In addition, under Sections 382 and 383 of the Internal Revenue Code of 1986, as amended, if a corporation undergoes an “ownership change” (generally defined as a cumulative change in our ownership by
“5-percent
shareholders” that exceeds 50 percentage points over a rolling three-year period), the corporation’s ability to use its pre-change
NOLs and certain other pre-change
tax attributes (such as research and development tax credits) to offset its post-change income and taxes may be limited. Similar rules may apply under state tax laws. The completion of our recent initial public offering, together with private placements and other transactions that have occurred since our inception, my trigger such an ownership change pursuant to Section 382. We may experience ownership changes in the future as a result of subsequent shifts in our stock ownership, some of which may be outside our control. We have not conducted any studies to determine annual limitations, if any, that could result from such changes in the ownership. Our ability to utilize those NOLs could be limited by an “ownership change” as described above and consequently, we may not be able to utilize a material portion of our NOLs and certain other tax attributes, which could have an adverse effect on our cash flows and results of operations. Comprehensive tax reform legislation could adversely affect our business and financial condition.

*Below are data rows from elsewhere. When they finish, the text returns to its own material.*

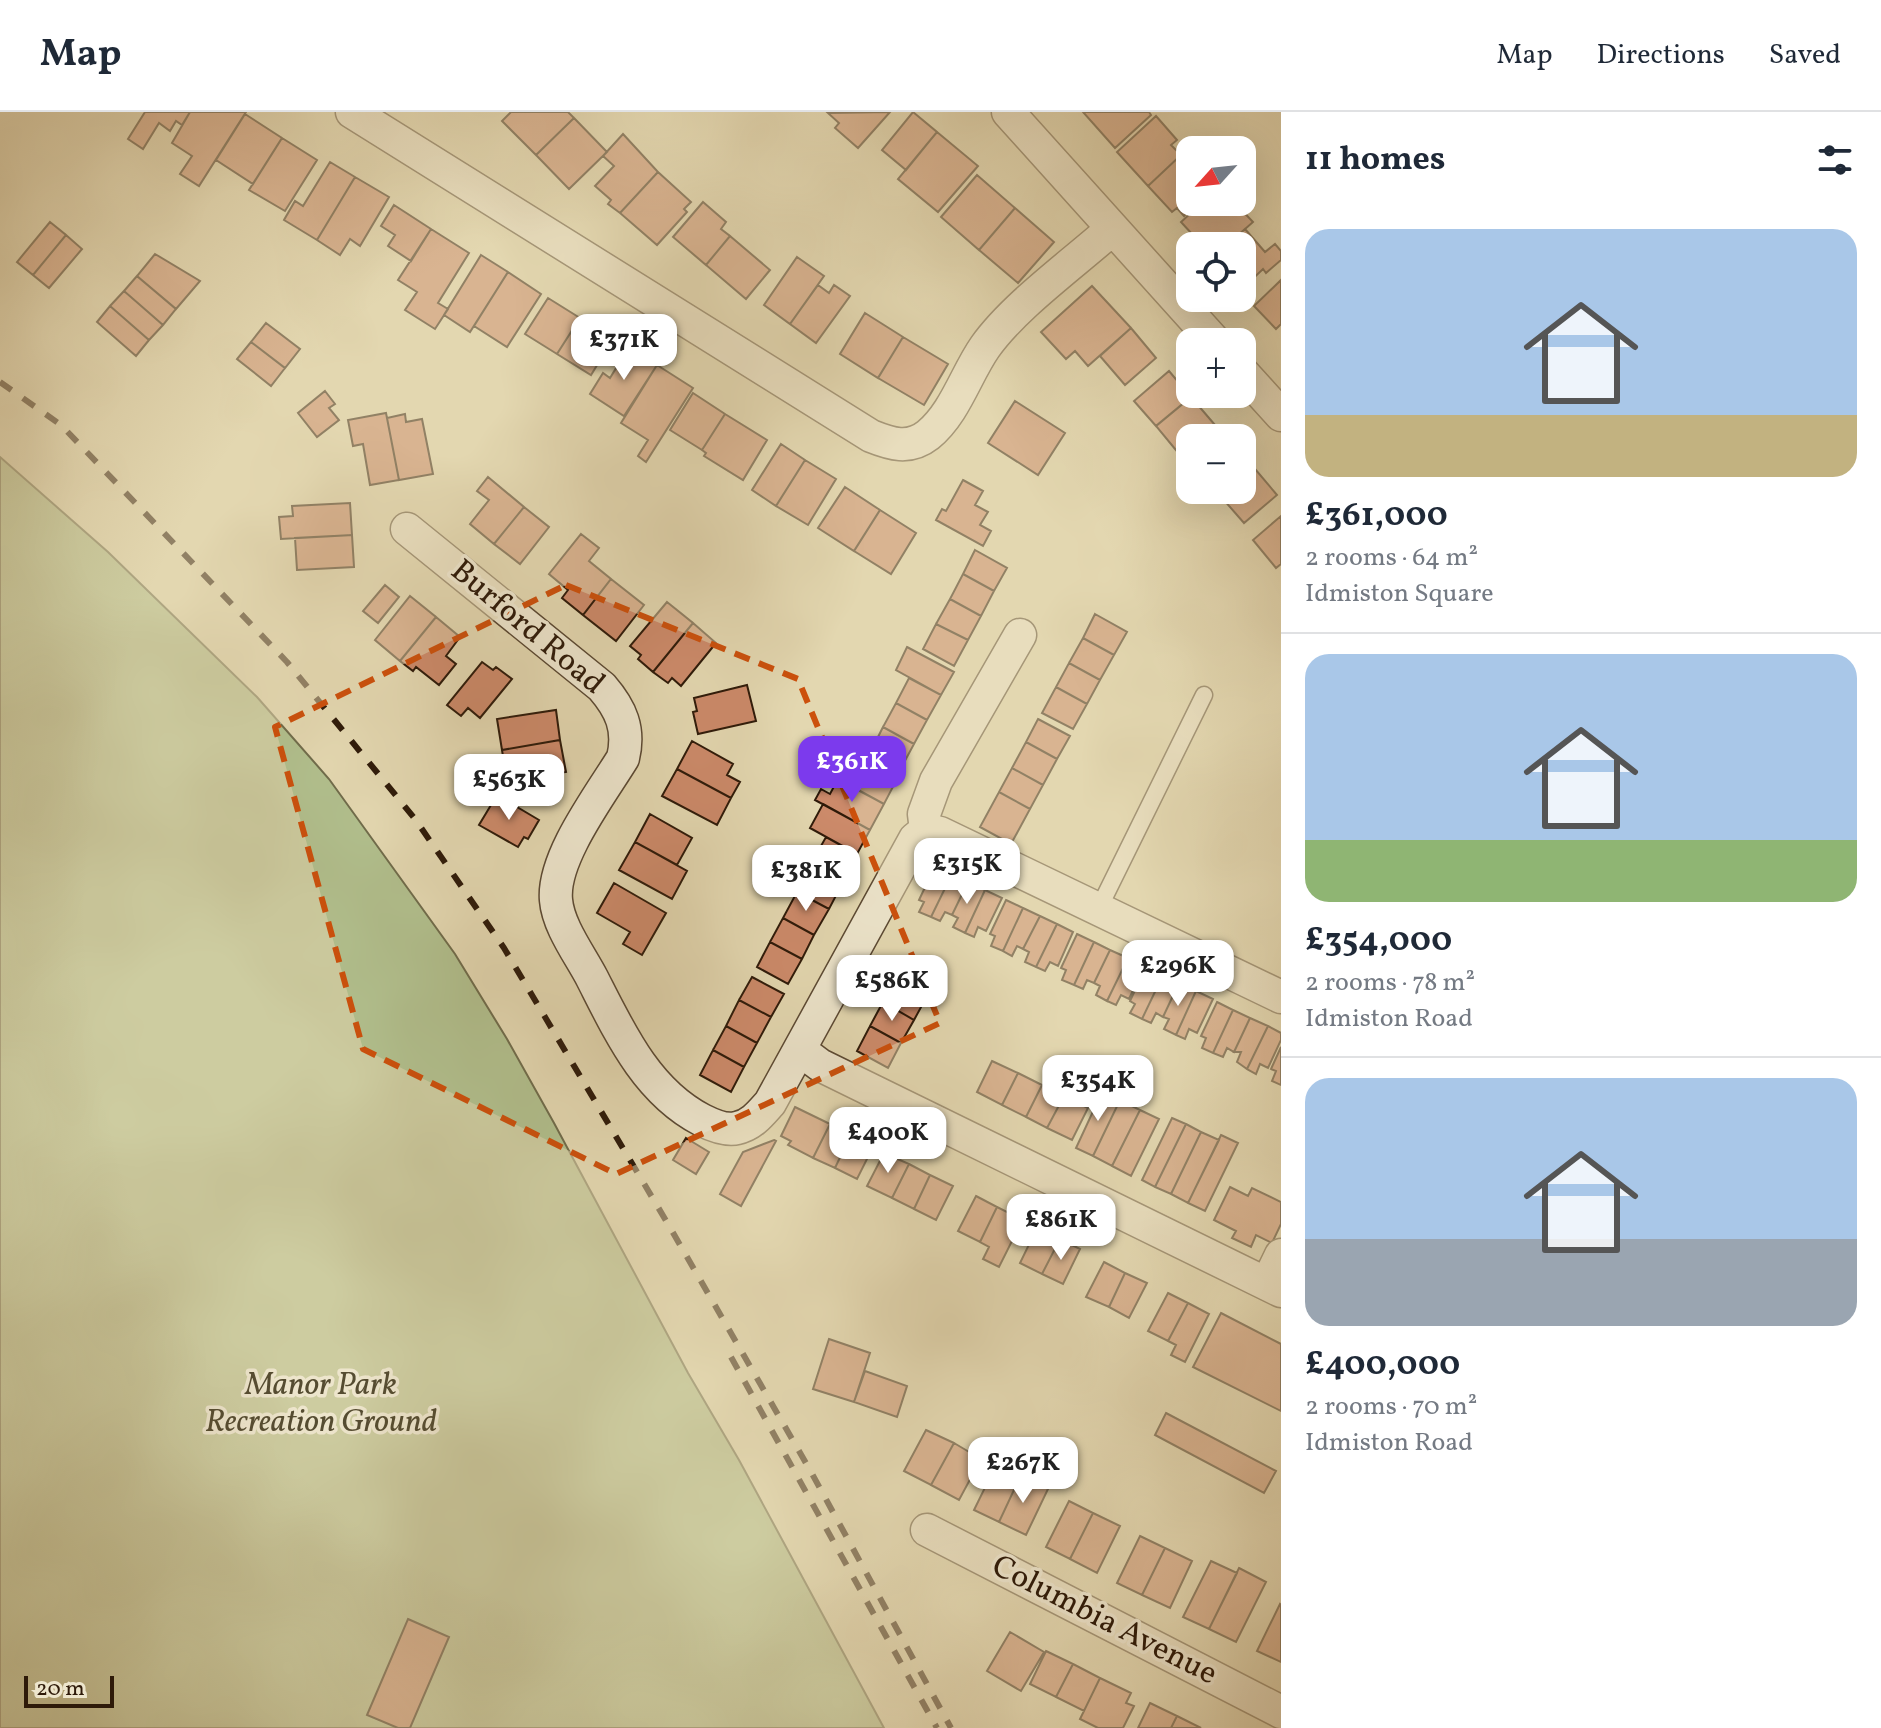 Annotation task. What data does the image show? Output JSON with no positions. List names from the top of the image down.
{
  "streets": {
    "street": ["Burford Road", "Columbia Avenue"]
  },
  "parks": ["Manor Park Recreation Ground"],
  "scale_bar": "20 m",
  "north": "bottom left",
  "page": {
    "header": "Map",
    "nav": ["Map", "Directions", "Saved"],
    "heading": "11 homes",
    "map_buttons": ["+", "−"],
    "list": [
      {
        "name": "£361,000",
        "note": "2 rooms · 64 m² · Idmiston Square"
      },
      {
        "name": "£354,000",
        "note": "2 rooms · 78 m² · Idmiston Road"
      },
      {
        "name": "£400,000",
        "note": "2 rooms · 70 m² · Idmiston Road"
      }
    ],
    "price": [
      "£371K",
      "£361K",
      "£563K",
      "£315K",
      "£381K",
      "£296K",
      "£586K",
      "£354K",
      "£400K",
      "£861K",
      "£267K"
    ],
    "scale": "20 m"
  }
} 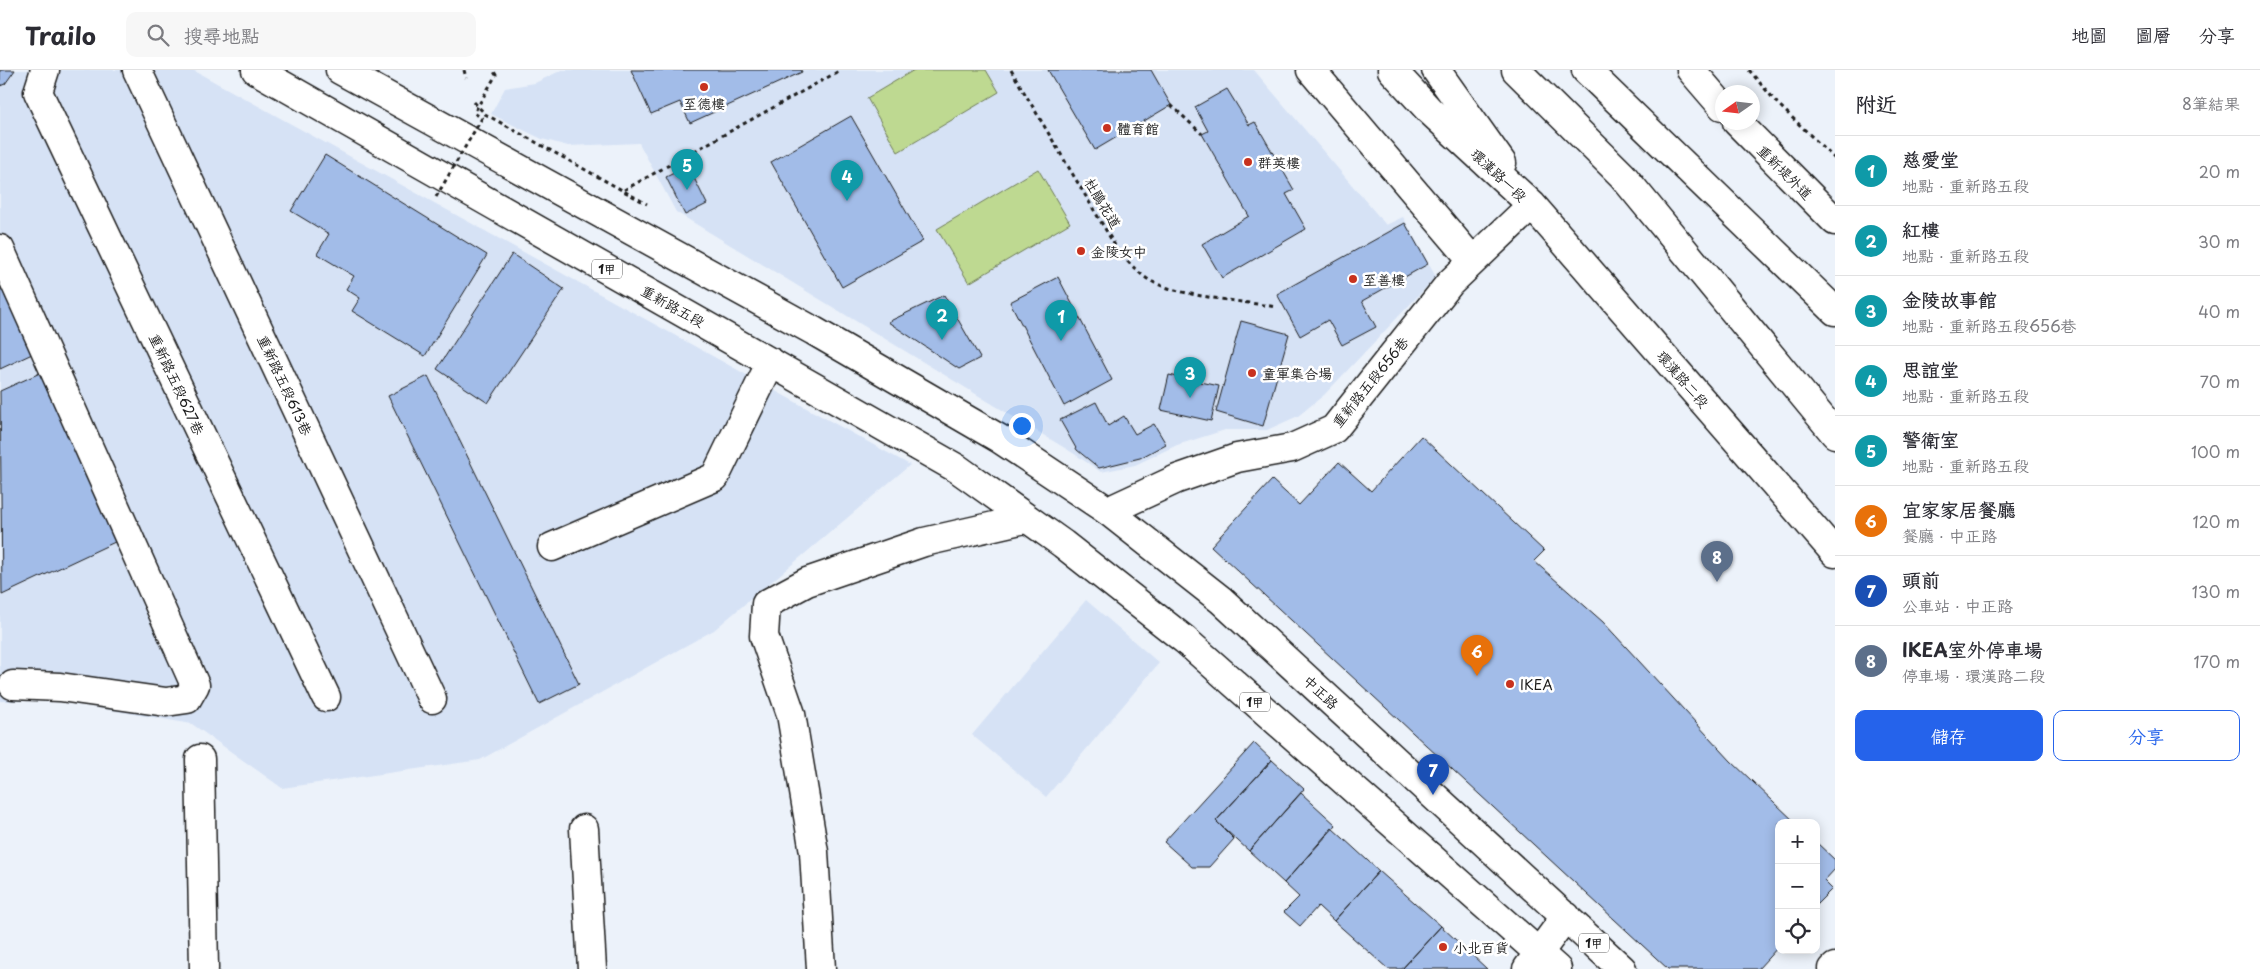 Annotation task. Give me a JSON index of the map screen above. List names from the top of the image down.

New income, sales, use or other tax laws, statutes, rules, regulations or ordinances could be enacted at any time, which could adversely affect our business operations and financial performance. Further, existing tax laws, statutes, rules, regulations or ordinances could be interpreted, changed, modified or applied adversely to us. For example, the Tax Act enacted many significant changes to the U.S. tax laws. Future guidance from the Internal Revenue Service and other tax authorities with respect to the Tax Act may affect us, and certain aspects of the Tax Act could be repealed or modified in future legislation. Furthermore, the CARES Act modified certain provisions of the Tax Act. In addition, it is uncertain if and to what extent various states will conform to the Tax Act or any newly enacted federal tax legislation. Changes in corporate tax rates, the realization of net deferred tax assets relating to our operations, the taxation of foreign earnings, and the deductibility of expenses under the Tax Act or future reform legislation could have a material impact on the value of our deferred tax assets, could result in significant
one-time
charges, and could increase our future U.S. tax expense. Among the changes made by the Tax Act was a reduction of the business tax credit for certain clinical testing expenses incurred in the testing of certain drugs for rare diseases or conditions generally referred to as “orphan drugs.” We continue to examine the impact this tax reform legislation may have on our business. We urge investors to consult with their legal and tax advisers regarding the implications of the Tax Act and potential changes in U.S. tax laws on an investment in our common stock. Our business and operations would suffer in the event of computer system failures, cyberattacks or a deficiency in our cybersecurity or a natural disaster.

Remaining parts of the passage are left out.